Pres: HL. You are the PM of Singapore. I expected better from you. Years ago, Keng Swee said that there is no sacred cows in politics. Well he was wrong. Food is a sacred cow. We can get Singaporeans to do 4 year NS, we can hang people for road rage, all we get in protest is a couple of jokers carrying placards. If the ST writes about disquiet, we challenge the journalist to name the ones who complained and they clamp up. Food on the other hand is a no go zone. When we first resettled people after the Bukit Ho Swee fire, they bought into the idea readily after we said that we will ensure that Tiong Bahru market will have the best hawker centre. Ever since all grassroots leader make sure that at any onetime there are no empty stalls in a hawker centre. Have you seen one before.

HL: How now.
Old man: I was thinking of getting him to resign to cut our losses.
HL:Pa. don't be like that Pa. Give me chance, can or not.

Pres: Aiyah, give him a chance. We will take him to our favourite food haunts and he will not screw up again.
HL: Actually what is mee siam. In Catholic High got no mee siam. But my favorite is Kway Teow with hum.

Old Man:: It not only the food, the other parts of the speech not swee also.
Pres: What are other part.

Old Man: Bro, wat the fuck we make you president and you don't know what he said.
Pres: I heard the speech but it sounded alright except for the hum in the mee siam

Old man: Do you know who is David Gan
Pres: who donno David. I ever go to him but he said that I look funny if I perm my hair because I too short. So one season I dye my hair but the guy quite ex you know.

Old man: Tell me, is he a foreign talent. For christ sake, no one has heard of him outside Singapore. Even the Malaysians got no clue about him. Any thinking man with half a brain will be wondering what the hell Philip Yeo was doing with the millions when we end up showcasing David Gan as a talent. Its a joke.

Pres: You are right boss. He also left out of Sammyboy. Go an mention Mr Brown, Talking cock .
HL: Wat is sammyboy huh?

Old man: HL, Sammyboy is the only forum that is not regulated or controlled. People speak their minds. They share their joy and their despair without having to be politically correct.If I want an honest opinion, I get it from Sammyboy. Try acting smart in sammyboy and they will cut yo down to size.

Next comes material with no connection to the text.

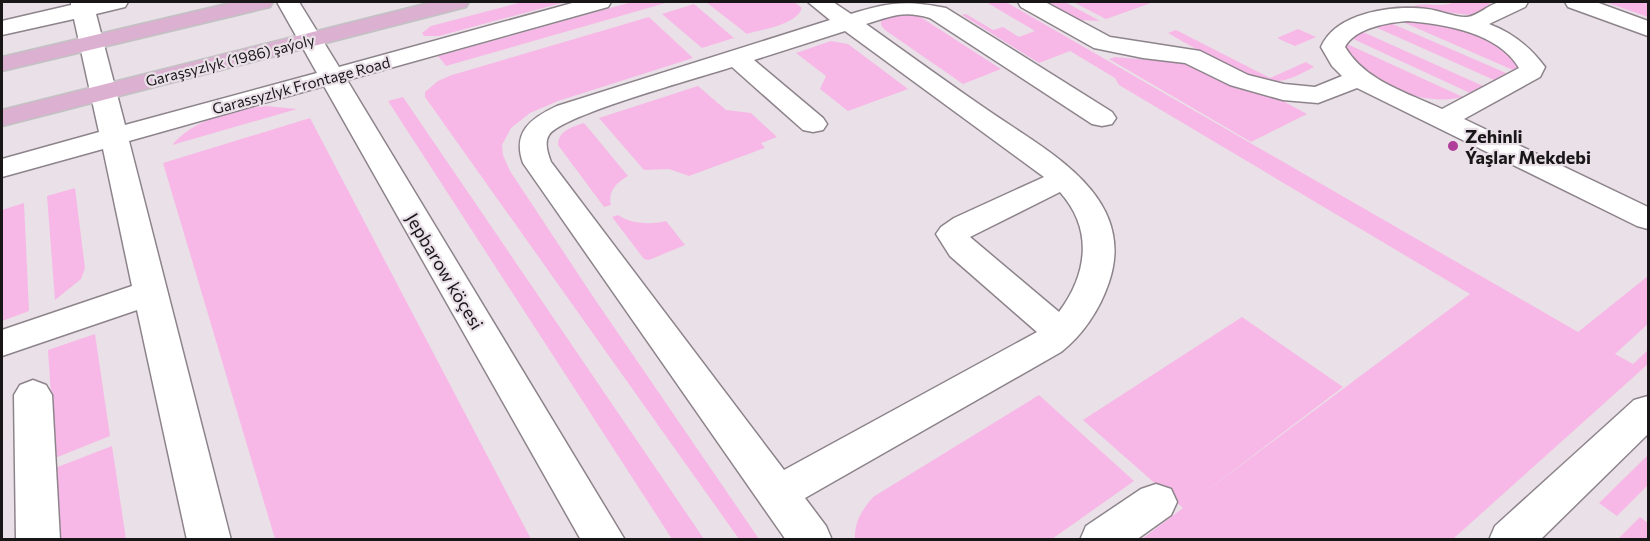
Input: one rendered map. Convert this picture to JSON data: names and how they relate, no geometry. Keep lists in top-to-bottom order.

Pres: It is the most valuable gauge that this country has seen.
HL: I never heard of it.
Old Man: The trouble with you is that you allow that woman to install those internet filter to protect the kids and its blocks sammyblock.
HL How good is it.

Old man: Look, just the other day, I sent out a post on how long people use their underwear and I got many down to earth responses. Has ST ever done such a survey.

Pres: Yah, its a no holds barred forum. Even the ST regulary quotes from it.
HL: I thought Mr Brown was highwater mark for dissent.

Old Man: Pleese, that guy is a lovable chap. Any mother in law would love him. The guy has no evil bone in him.
HL: Oh Fuck. I think I really fucked up.

Pres: You know something, even Ah Goh speeches were more inspiring.
Old Man: So how, do we throw him out.

Pres: Wat about Choo
Old Man: You just killed my appetite for Bak Chor Mee. Ok forget about throwing him out. Plan B.

HL: Wat's Plan B.
Pres: I know, get the grassroots to get the hawkers to start putting hum in Mee Siam.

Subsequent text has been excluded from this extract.